Before the live performance of Prokofiev’s Second Symphony, Kirill Karabits warned the audience of an “ear-lashing”. Bearing in mind the disproportionate number of retired majors and active Tory matrons among the Bournemouth Symphony’s subscriber base, I suppose it was wise. 

Personally, I’d put the first movement’s shock factor (and it’s really only the first movement which has that motoric Age of Steel quality) at around that of The Rite of Spring. It won’t blow your mind (or your speakers). Despite the obvious commitment of Karabits and his players, I didn’t find the work particularly interesting. But what an incredible advance between this and its immediate symphonic predecessor! The Classical Symphony (No 1) had some lovely moments, especially in the second movement but here, it’s a case of the excellent being the enemy of the merely very good. I still have the mellifluous felicities of the London Symphony’s Sydney performance under Gergiev last November lingering in my ears. 
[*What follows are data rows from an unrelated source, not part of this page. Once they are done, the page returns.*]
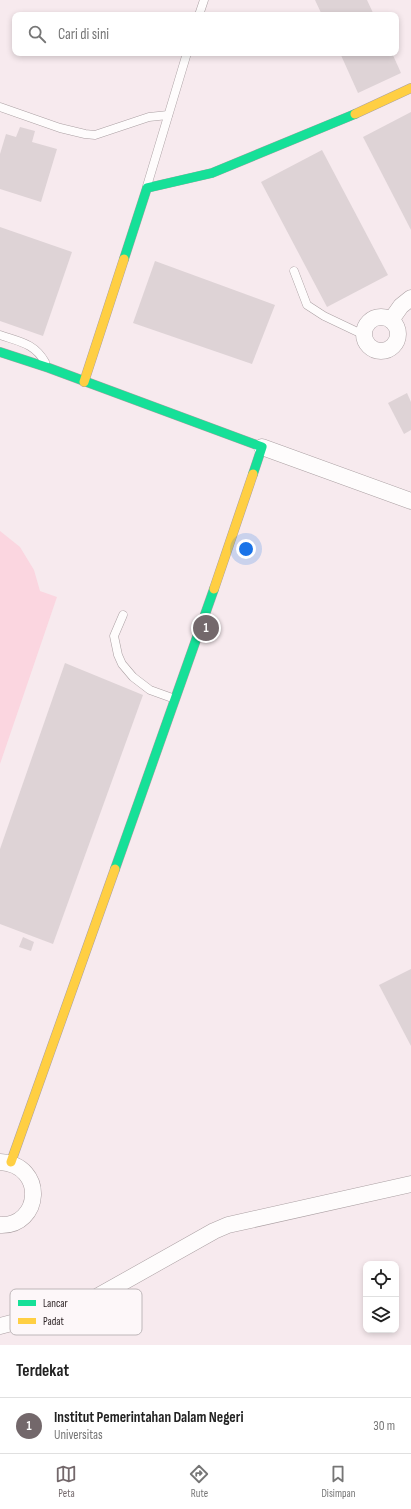 <!DOCTYPE html>
<html lang="id">
<style>
:root{--surface:#fff;--page:#f2f2f2;--text:#222;--muted:#767676;--line:#e0e0e0;--accent:#73686b}
body{margin:0;font-family:"Sofia Sans Condensed",sans-serif;background:var(--page);color:var(--text)}
.controls{position:absolute;right:12px;bottom:12px;display:grid;overflow:hidden;border-radius:8px;box-shadow:0 2px 6px #0003}
.controls button{width:36px;height:36px;display:grid;place-items:center;padding:0;border:0;border-bottom:1px solid var(--line);background:var(--surface);color:var(--text);font:20px sans-serif}
.you{position:absolute;left:246px;top:549px;width:14px;height:14px;margin:-10px;border:3px solid #fff;border-radius:50%;background:#1a73e8;box-shadow:0 0 0 6px #1a73e833}
.badge{display:grid;place-items:center;width:26px;height:26px;border-radius:50%;background:var(--accent);color:#fff;font-size:13px;font-weight:700}
.pin{position:absolute;translate:-50% -50%;border:2px solid #fff;box-shadow:0 1px 4px #0006}
.list{margin:0;padding:0;list-style:none}
h2{display:flex;justify-content:space-between;align-items:center;height:52px;margin:0;padding:0 16px;font-size:17px}
h2 small{font-size:13px;font-weight:400;color:var(--muted)}
.list li{display:grid;grid-template-columns:26px 1fr auto;gap:12px;align-items:center;box-sizing:border-box;height:56px;padding:0 16px;border-top:1px solid var(--line)}
.list b{display:block;font-size:15px;white-space:nowrap}
.list p{margin:0;font-size:13px;white-space:nowrap;color:var(--muted)}
.list em{font-size:13px;font-style:normal;color:var(--muted)}
.icon{flex:none;width:22px;height:22px;fill:none;stroke:currentColor;stroke-width:2;stroke-linecap:round;stroke-linejoin:round}
.map{position:relative;flex:none;width:411px;height:1345px;overflow:hidden}
.search{position:absolute;background:var(--surface);box-shadow:0 2px 6px #0003;left:12px;right:12px;top:12px;height:44px;display:flex;align-items:center;gap:10px;box-sizing:border-box;padding:0 14px;border-radius:8px;color:var(--muted);font-size:15px}
.sheet{height:108px;background:var(--surface)}
nav{display:flex;justify-content:space-around;align-items:center;box-sizing:border-box;height:56px;border-top:1px solid var(--line);background:var(--surface);font-size:11px;color:var(--muted)}
nav a{display:grid;justify-items:center;gap:2px}
nav .on{color:var(--accent)}
.map>svg:first-child{display:block}
.green{fill:#fbd6e0}
.building{fill:#ded3d6}
.lines{fill:none;stroke-linecap:round;stroke-linejoin:round}
.lane-casing{stroke:#aba0a3;stroke-width:9}
.street-casing{stroke:#aba0a3;stroke-width:17}
.fast-casing{stroke:#aba0a3;stroke-width:10}
.slow-casing{stroke:#aba0a3;stroke-width:10}
.lane{stroke:#fefcfc;stroke-width:8}
.street{stroke:#fefcfc;stroke-width:16}
.fast{stroke:#16e098;stroke-width:9}
.slow{stroke:#ffcf43;stroke-width:9}
.key{fill:#fdf7f9;stroke:#beb7b9;stroke-width:1}
.key-label{font-size:11px;fill:#2c2224}
</style>
<div class="map">
<svg width="411" height="1345" viewBox="0 0 411 1345">
<rect width="100%" height="100%" fill="#f7eaee"/>
<!-- green -->
<polygon class="green" points="0,531 20,547 34,570 40,591 57,597 0,764"/>
<!-- building -->
<g class="building">
<polygon points="315,0 367,0 374,15 322,15"/>
<polygon points="340,53 392,53 401,73 358,93"/>
<polygon points="411,112 411,230 363,137"/>
<polygon points="20,127 35,131 32,142 57,149 41,202 0,189 0,154 6,134 16,137"/>
<polygon points="322,150 388,275 327,307 261,182"/>
<polygon points="0,227 72,252 43,336 0,321"/>
<polygon points="155,261 275,305 252,364 133,323"/>
<polygon points="407,393 411,402 411,430 404,434 388,403"/>
<polygon points="65,663 143,695 53,944 0,924 0,849"/>
<polygon points="23,937 34,942 31,951 19,947"/>
<polygon points="411,969 411,1046 379,985"/>
</g>
<g class="lines">
<defs>
<g id="lane">
<polyline points="199,15 204,0"/>
<polyline points="0,107 60,128 85,134 95,135 149,117 168,115"/>
<polyline points="147,186 187,53"/>
<polyline points="294,271 307,305 324,316 364,335"/>
<path d="M0,335C20,342 34,343 45,362"/>
<polyline points="123,615 114,636 118,655 122,664 133,677 150,690 175,699"/>
</g>
<g id="street">
<circle cx="381" cy="334" r="17"/>
<polyline points="391,320 401,306 411,298"/>
<polyline points="262,447 411,501"/>
<path d="M0,1162C47,1165 41,1227 0,1225"/>
<polyline points="0,1326 65,1309 93,1299 214,1231 228,1225 411,1184"/>
</g>
<g id="fast">
<polyline points="124,259 147,188 212,173 355,114"/>
<polyline points="0,352 49,368 262,447 253,474"/>
<polyline points="115,869 214,589"/>
</g>
<g id="slow">
<polyline points="355,114 411,88"/>
<polyline points="84,382 124,259"/>
<polyline points="214,589 253,474"/>
<polyline points="11,1162 115,869"/>
</g>
</defs>
<!-- lane casing -->
<use href="#lane" class="lane-casing"/>
<!-- street casing -->
<use href="#street" class="street-casing"/>
<!-- fast casing -->
<use href="#fast" class="fast-casing"/>
<!-- slow casing -->
<use href="#slow" class="slow-casing"/>
<!-- lane -->
<use href="#lane" class="lane"/>
<!-- street -->
<use href="#street" class="street"/>
<!-- fast -->
<use href="#fast" class="fast"/>
<!-- slow -->
<use href="#slow" class="slow"/>
</g>
<!-- legend -->
<rect x="10" y="1289" width="132" height="46" rx="6" class="key"/>
<rect x="18" y="1300" width="18" height="6" fill="#16e098"/>
<rect x="18" y="1318" width="18" height="6" fill="#ffcf43"/>
<g class="key-label">
<text x="43" y="1307">Lancar</text>
<text x="43" y="1325">Padat</text>
</g>
</svg>
<div class="controls">
<button><svg class="icon" aria-label="locate" viewBox="0 0 24 24"><circle cx="12" cy="12" r="6"/><path d="M12 2v4M12 18v4M2 12h4M18 12h4"/></svg></button>
<button><svg class="icon" aria-label="layers" viewBox="0 0 24 24"><path d="M12 4l9 5-9 5-9-5zM3 14l9 5 9-5"/></svg></button>
</div>
<div class="you"></div>
<div class="pin badge" style="left:206px;top:628px">1</div>
<div class="search"><svg class="icon" aria-label="search" viewBox="0 0 24 24"><circle cx="10" cy="10" r="6"/><path d="M15 15l6 6"/></svg>Cari di sini</div>
</div>
<section class="sheet">
<h2>Terdekat<small></small></h2>
<ul class="list">
<li><span class="badge">1</span><div><b>Institut Pemerintahan Dalam Negeri</b><p>Universitas</p></div><em>30 m</em></li>
</ul>
</section>
<nav>
<a class="on"><svg class="icon" aria-label="map" viewBox="0 0 24 24"><path d="M3 6l6-2 6 2 6-2v14l-6 2-6-2-6 2zM9 4v14M15 6v14"/></svg>Peta</a>
<a><svg class="icon" aria-label="directions" viewBox="0 0 24 24"><path d="M12 3l9 9-9 9-9-9zM9 14v-3h6M13 9l2 2-2 2"/></svg>Rute</a>
<a><svg class="icon" aria-label="saved" viewBox="0 0 24 24"><path d="M7 4h10v16l-5-4-5 4z"/></svg>Disimpan</a>
</nav>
What was interesting was the Sinfonietta, an unjustly neglected work which I’ve encountered only as a fill-up to a late ‘70s recording of Ivan the Terrible. It demonstrates that when Prokofiev set out to charm, he was absolutely beguiling! The other work on this well filled CD is Autumnal Sketch – a rather chilly evocation of the “season of mists and mellow fruitfulness”. Sound is occasionally a bit swimmy.